Atelier Lulua: The Scion of Arland review

by on May 26, 2019
Release Date

May 24, 2019


Gust’s Atelier franchise has become one of my favourite gaming franchises when it comes to relaxing experiences. Unlike most JRPGs, these games are more focused on “slice of life” stories, exploration, crafting, and a lot of great art and music. While some entries like Nelke have been disappointing, the core series has mostly maintained its quality. Koei Tecmo and Gust recently brought the Atelier Arland Trilogy to PS4, Switch, and PC and while that set of ports felt out of character, the announcement of Atelier Lulua made the decision of those ports make sense. Atelier Lulua is the fourth entry in what is no longer a trilogy for the Atelier Arland series of Atelier games and it has quite a legacy to live up to. Thankfully, it does a lot right and is definitely a worthy Arland entry and a great Atelier game.

One of the best parts of the Atelier games is the stories never really take the usual “save the world from a massive evil” approach and really focus on characters and their relationships with others in-game. Lulua is Rorona’s daughter (I know, right) who is trying to surpass her mother in alchemy which is quite the task. She discovers a book that no one else can read. This book isn’t your everyday book and you need to fulfil certain requirements to decipher the pages, and this is how the story progresses as you learn new recipes and more. The story is definitely a slow burn but it is super relaxing. I will say that while you can probably play this directly, you’re better off getting the trilogy of games that are definitely worth playing before jumping into Lulua.

Barring exploration and gathering, interacting with characters and alchemy are definitely the focus for gameplay here. While you will partake in turn-based combat, it never feels boring and encounters end fairly quickly. Chaining combos is fun and the catchy battle music definitely helps. It feels great to play a new Atelier game that still manages to have the quality of the better games in the series. I also like how Lulua doesn’t really force you into looking at guides online for things to do; everything is very clear when you want to advance the story and progress.
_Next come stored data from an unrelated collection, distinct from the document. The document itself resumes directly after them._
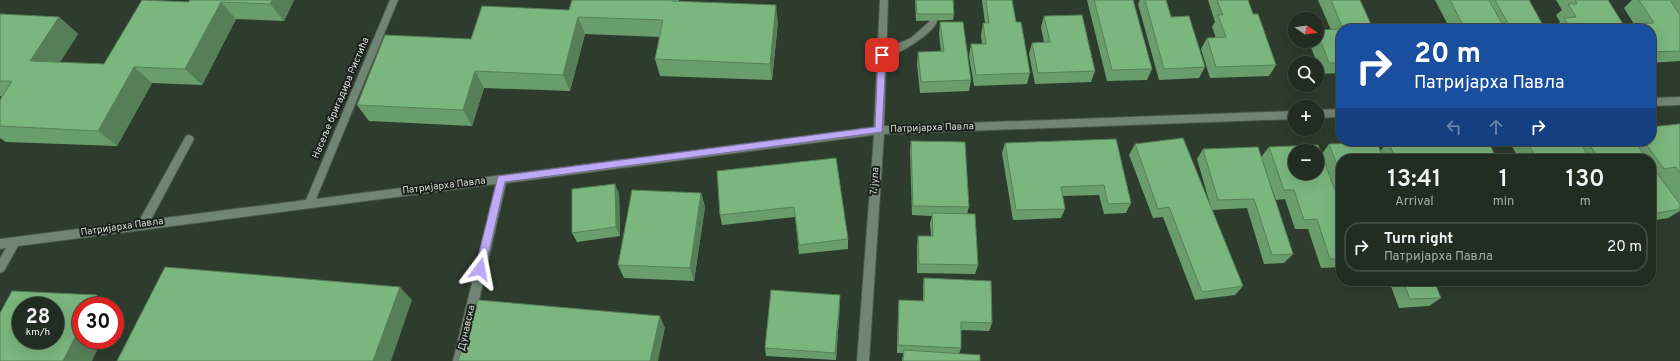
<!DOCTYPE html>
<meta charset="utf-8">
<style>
body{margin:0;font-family:Overpass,sans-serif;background:#2e392f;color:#f1f3f6;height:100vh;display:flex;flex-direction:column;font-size:15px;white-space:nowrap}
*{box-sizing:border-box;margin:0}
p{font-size:13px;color:#a2a8a5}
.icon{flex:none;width:22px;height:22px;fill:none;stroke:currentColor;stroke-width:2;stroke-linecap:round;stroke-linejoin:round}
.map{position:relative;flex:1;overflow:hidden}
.sheet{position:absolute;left:1336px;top:154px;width:320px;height:132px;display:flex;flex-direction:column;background:#222d22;border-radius:16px;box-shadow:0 4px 16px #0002,0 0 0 1px #3f4940}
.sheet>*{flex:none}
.top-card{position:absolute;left:1336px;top:24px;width:320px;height:122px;border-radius:16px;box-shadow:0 4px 16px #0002,0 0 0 1px #3f4940;background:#1a4fa0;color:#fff;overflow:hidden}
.needle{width:26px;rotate:103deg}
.buttons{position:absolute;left:1288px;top:12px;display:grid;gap:8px}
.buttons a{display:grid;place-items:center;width:36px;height:36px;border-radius:50%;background:#222d22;box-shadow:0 4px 16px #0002,0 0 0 1px #3f4940;font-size:20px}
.speed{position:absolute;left:12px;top:297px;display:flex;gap:8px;font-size:20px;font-weight:700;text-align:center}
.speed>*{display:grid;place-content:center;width:52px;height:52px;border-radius:50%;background:#222d22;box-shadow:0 4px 16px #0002,0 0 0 1px #3f4940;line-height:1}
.speed small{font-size:10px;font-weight:400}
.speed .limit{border:6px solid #d22;background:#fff;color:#111}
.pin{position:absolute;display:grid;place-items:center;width:34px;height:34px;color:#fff;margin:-17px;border-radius:8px;box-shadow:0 2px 6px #0006}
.me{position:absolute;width:44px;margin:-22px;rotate:13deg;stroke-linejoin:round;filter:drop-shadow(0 0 3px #0008)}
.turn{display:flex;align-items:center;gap:14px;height:84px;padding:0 12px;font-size:18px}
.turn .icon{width:52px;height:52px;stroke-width:2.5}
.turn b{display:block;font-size:28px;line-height:34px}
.lanes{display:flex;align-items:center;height:38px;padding:0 12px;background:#0003;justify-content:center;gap:20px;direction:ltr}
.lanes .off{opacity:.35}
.eta{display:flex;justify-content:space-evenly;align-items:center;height:68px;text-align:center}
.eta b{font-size:24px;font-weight:600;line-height:28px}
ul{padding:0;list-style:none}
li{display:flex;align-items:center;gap:12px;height:50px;margin:0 8px 6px;padding:0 4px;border:2px solid #3f4940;border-radius:16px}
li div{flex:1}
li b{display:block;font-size:15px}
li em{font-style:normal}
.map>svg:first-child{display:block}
</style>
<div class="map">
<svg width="1680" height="361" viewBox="0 0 1680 361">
<rect width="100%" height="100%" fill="#2d3c2d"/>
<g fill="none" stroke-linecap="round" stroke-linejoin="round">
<!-- lane casing -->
<g stroke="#4a574a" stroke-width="2">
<path id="lane" d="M933 18 937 21C935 33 890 61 879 58L877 55 879 52 911 38 929 22 930 19Z
M189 135 192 136 194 139 147 227 143 229 139 227 138 224 139 221 186 136Z"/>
</g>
<!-- street casing -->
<g stroke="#4a574a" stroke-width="2">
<path id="street" d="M390 0H398L316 199 874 127 880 0H888L884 126 1295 111V119L884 134 869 361H857L874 135 506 183 465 361H453L496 184 18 246 4 271 0 273V258L6 248 0 249V239L306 200Z
M1680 97V105L1651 106V98Z
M1341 109V117L1317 118V110Z"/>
</g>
<!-- lane -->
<use href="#lane" fill="#728473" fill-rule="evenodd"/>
<!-- street -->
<use href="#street" fill="#728473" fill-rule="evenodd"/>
</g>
<!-- wall -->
<path fill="#6a9d6c" d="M190 0H294L284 21 236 19 202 85 152 83 117 146 6 142 0 138V100L2 97 0 96V14L59 17 78 34 60 62 104 64 189 2Z
M572 0H679V1L778 22 772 80 660 76 655 59 660 37 585 34 570 91 484 88 472 126 369 121 357 105 569 10Z
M915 0H953L954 14 953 20 916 21Z
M982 0H1012L1016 22 1030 73 1027 84 974 86 969 56 971 44H982L981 35 983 23H985Z
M1087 0H1133L1152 69 1147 80 1107 81Z
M1140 0H1166L1171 17 1205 67 1199 78 1159 80 1138 4Z
M1208 0H1248L1253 14 1276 65 1269 76 1210 78 1201 49 1207 38H1216L1212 27 1215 22Z
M1318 0H1360L1373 29H1341V73L1321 74 1309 42V41H1317V30H1331Z
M1435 0H1529L1545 29H1450Z
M1556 0H1608L1625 27 1629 24H1634L1624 8 1632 0H1680V61L1651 63V29H1553L1560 22 1556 15 1562 10Z
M1044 16 1095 71 1091 82 1035 84 1029 54 1032 43 1044 42 1041 27Z
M940 22 971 80 969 91 920 93 917 64 918 52H941L939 34Z
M1680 124V211L1668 218 1651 221V159H1519L1509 141H1651Z
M1116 139 1131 203 1126 213 1104 214 1099 195 1063 196 1065 209 1061 218 1013 220 1002 153 1005 143Z
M911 141 969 207 967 214 978 265 975 274 917 273V245L918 236H931L930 223 932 216 912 215 910 151Z
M1388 142 1497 159H1341V267L1321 268 1308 229H1295L1285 199 1276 200 1261 157 1269 147 1322 154 1329 144 1380 151Z
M1135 144 1210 204 1197 159 1203 149 1258 147 1293 254 1284 263 1264 264 1247 208 1212 210 1243 286 1235 295 1195 300 1163 217 1153 218 1129 155Z
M836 158 848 239V249L799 254 795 217 722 225 720 215Z
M619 193 620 236 577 242 572 233Z
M701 193 705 207 694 281 624 278 618 265Z
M924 278 992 323 989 331 961 330V348L959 354 980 361H902L903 353H897L898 309 899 300 923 301V287Z
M1389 281H1434L1441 298 1429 306 1399 308Z
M840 303 836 360 766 356 765 348Z"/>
<!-- shaded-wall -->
<path fill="#567f58" d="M272 0H294L284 21 270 4Z
M221 2 236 19 202 85 185 69Z
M776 5 778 22 772 80 770 64Z
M59 17 78 34 50 77 30 61Z
M578 17 585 34 570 91 563 75Z
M134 67 152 83 117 146 98 131Z
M475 71 484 88 472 126 463 110Z
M615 184 619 193 620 236 616 227Z
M701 193 705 207 694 281 690 268Z
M400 287 412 300 391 361H373Z
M97 295 118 308 115 315V306H91Z
M840 295V303L836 360 835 353Z
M660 316 665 328 658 361H650Z
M81 326V340H102L92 361H63Z"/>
<!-- building -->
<path fill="#7bb67e" stroke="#567f58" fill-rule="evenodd" d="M142 0 189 2 190 0H272L270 4 221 2 185 69 134 67 98 131 0 126V100L12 81H0V14L59 17 30 61 104 64Z
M572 0H672V1L776 5 770 64 655 59 663 20 578 17 563 75 475 71 463 110 357 105 385 35 471 39 482 6 569 10Z
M916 0H953L954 14H917Z
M986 0H1012L1016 22H1021L1030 73 976 75 971 44H986L983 23H989Z
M1094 0H1133L1152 69 1112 70Z
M1145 0H1166L1171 17 1189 16 1205 67 1164 69Z
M1217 0H1248L1253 14H1258L1276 65 1216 67 1207 38 1226 37 1218 15H1223Z
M1331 0H1360L1373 29H1343Z
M1450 0H1489L1505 29H1465Z
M1495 0H1529L1545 29H1511Z
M1575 0H1608L1626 29H1571L1564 18 1576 17 1568 4H1577Z
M1639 0H1670L1680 15V51L1651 52V29H1632L1629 24 1654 23Z
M1082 15 1095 71 1038 73 1032 43 1050 42 1044 16Z
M940 22H963L971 80 921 82 918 52 944 51Z
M1341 29V63H1329L1317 32V30Z
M1680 124V173L1676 167 1664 169 1644 141H1651V127Z
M1183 138 1243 286 1202 292 1169 207 1158 209 1135 144Z
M1116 139 1131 203 1108 204 1104 185 1061 187 1065 209 1016 210 1005 143Z
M911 141 965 142 969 207 913 206Z
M1424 141H1488L1497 159H1396L1388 142Z
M1527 141H1579L1590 159H1537Z
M1587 141H1634L1647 159H1599Z
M1377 143 1384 159H1341V175L1329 144Z
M1318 145 1341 206V259H1330L1317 219 1304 220 1294 190H1284L1269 147ZM1295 151H1317V173H1295Z
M1258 147 1293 254 1272 255 1254 199 1218 200 1203 149Z
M836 158 848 239 799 245 794 207 720 215 717 171Z
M1651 165 1680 204V209L1651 214Z
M615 184 616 227 572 233V189Z
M632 190 701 193 690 268 618 265Z
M932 213 975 214 978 265 919 264 918 236H933Z
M165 267 400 287 373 361H117Z
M924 278 991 281 992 323 961 322V348L898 345 899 300 924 301Z
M1403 281H1434L1441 298 1410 299Z
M771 290 840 295 835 353 765 348Z
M12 291 97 295 91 306H81V326L63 361H0V313ZM21 306H55V340H21Z
M478 300 660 316 650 361H458Z
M904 350 980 355V361H903Z"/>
<!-- route -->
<path fill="#bda9f5" stroke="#7b6e9f" d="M882 52 886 55 882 132 505 182 485 269 483 272H476L475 269 498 176 875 127 878 55Z"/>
<g text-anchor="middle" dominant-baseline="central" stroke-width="4" stroke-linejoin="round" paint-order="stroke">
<!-- street labels -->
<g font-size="10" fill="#d2dcd2" stroke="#1a211a">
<text transform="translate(341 98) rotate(-67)">Насеље бригадира Ристића</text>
<text transform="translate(932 128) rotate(-2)">Патријарха Павла</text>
<text transform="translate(875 181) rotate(-86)">7. јула</text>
<text transform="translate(444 186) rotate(-7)">Патријарха Павла</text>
<text transform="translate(122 227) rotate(-8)">Патријарха Павла</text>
<text transform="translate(467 328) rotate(-77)">Дунавска</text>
</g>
</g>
</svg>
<div class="buttons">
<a><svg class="needle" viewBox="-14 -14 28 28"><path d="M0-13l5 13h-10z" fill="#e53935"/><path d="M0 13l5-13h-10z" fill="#a2a8a5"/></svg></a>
<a><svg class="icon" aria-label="search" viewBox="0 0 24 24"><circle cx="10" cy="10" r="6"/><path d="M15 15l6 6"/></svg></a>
<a>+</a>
<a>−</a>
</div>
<div class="speed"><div>28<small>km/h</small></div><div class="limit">30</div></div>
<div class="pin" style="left:882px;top:55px;background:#d93025"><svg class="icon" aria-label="arrive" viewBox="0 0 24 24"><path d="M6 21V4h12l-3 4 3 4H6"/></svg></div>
<svg class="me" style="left:480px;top:269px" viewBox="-20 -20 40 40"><path d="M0-17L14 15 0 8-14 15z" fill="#bda9f5" stroke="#fff" stroke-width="4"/></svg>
<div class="top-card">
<div class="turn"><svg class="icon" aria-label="right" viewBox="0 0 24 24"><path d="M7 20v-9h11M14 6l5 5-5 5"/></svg><div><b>20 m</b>Патријарха Павла</div></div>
<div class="lanes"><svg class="icon off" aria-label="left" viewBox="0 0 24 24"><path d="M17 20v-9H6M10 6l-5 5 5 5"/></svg><svg class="icon off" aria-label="ahead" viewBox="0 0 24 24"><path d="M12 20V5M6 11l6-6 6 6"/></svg><svg class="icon" aria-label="right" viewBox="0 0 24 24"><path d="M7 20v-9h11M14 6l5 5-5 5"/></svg></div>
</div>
<section class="sheet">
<div class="eta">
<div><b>13:41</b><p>Arrival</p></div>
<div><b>1</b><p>min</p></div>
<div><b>130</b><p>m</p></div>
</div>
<ul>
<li><svg class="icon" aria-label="right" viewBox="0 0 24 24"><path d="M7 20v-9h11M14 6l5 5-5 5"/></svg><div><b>Turn right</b><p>Патријарха Павла</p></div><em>20 m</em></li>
</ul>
</section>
</div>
Atelier Lulua sees Gust try to push visuals quite a bit and it mostly pays off. Environments look beautiful and are quite open. They don’t feel as barren as those in Firis either. Character models remain Gust’s strength and I’m still blown away by just how well they transition gorgeous portraits into 3D character models without losing any charm. Lulua even has a very nice interface that is basically a staple for the series at this point. Performance is fine but it is disappointing to have a game that doesn’t really push the hardware to run at a higher framerate. Shadows are the biggest issue with visuals and they are almost always plain ugly and sometimes flicker. You might get used to this but it is noticeably annoying for me on the big screen, though may be less noticeable if on the Switch’s screen.

Gust games are known to have great music, with Atelier games the creme de la creme of Gust music. Lulua’s soundtrack is fantastic. I was sceptical about a lot of things going into Lulua given Nelke, but it looks like Gust definitely knew what they were doing here with an excellent soundtrack. Voice acting is sadly Japanese-only and while this is something everyone is used to in recent Gust games, having the 4th entry in a series that had English dubs as an option drop that for Japanese voice acting only is disappointing.

Lulua’s issues are mostly confined to two aspects which are localisation and visuals. The localisation itself is fine for the most part but this release suffers from something many Japanese-only voice over releases suffer from which is a lack of subtitles for every spoken line. Scenes or lines that had no subtitles in the Japanese release likely won’t have subtitles here. This occurs while synthesizing and it isn’t a dealbreaker but if you’re going to just skip out on a dub, the least you can do is add subtitles for every spoken line since this is an English release. Some translations feel a bit too literal and in many cases, the titles above names don’t make much sense. While it is good to see Gust push for better visuals, Lulua has a few visual issues like very poor quality shadows and a lot of shimmering and straight up aliasing even on PS4 Pro. This definitely feels like a direct port of a Switch game rather than one taking advantage of PS4, let alone PS4 Pro hardware like Atelier Firis or Sophie did well.

Overall, I wish Koei Tecmo had done a dub for this. I get why they stopped doing dubs and while I am still annoyed by that decision, having a new entry with characters people love and have followed for a long time drop English voices and pull a BlazBlue Central Fiction is very disappointing. Many fans enjoyed the Arland games with English voice acting and having the fourth one straight up drop it is not doing right by the fans. Thankfully, the rest of the game is great and it is good to see Gust get back on track with good quality releases after a misstep. I wouldn’t recommend this for newcomers to the franchise since there are much better entries to get into this series, but longtime fans will find a lot to love in Atelier Lula.


Worthy of the Arland name
Superb soundtrack
Great step ahead for the series visually
Very relaxing gameplay


Some visual issues
Some localisation problems

Editor Rating
Our Score


In Short

Atelier Lulua is one of the better Atelier games in recent times and a worthy follow up to the Arland trilogy with its relaxing gameplay and superb soundtrack.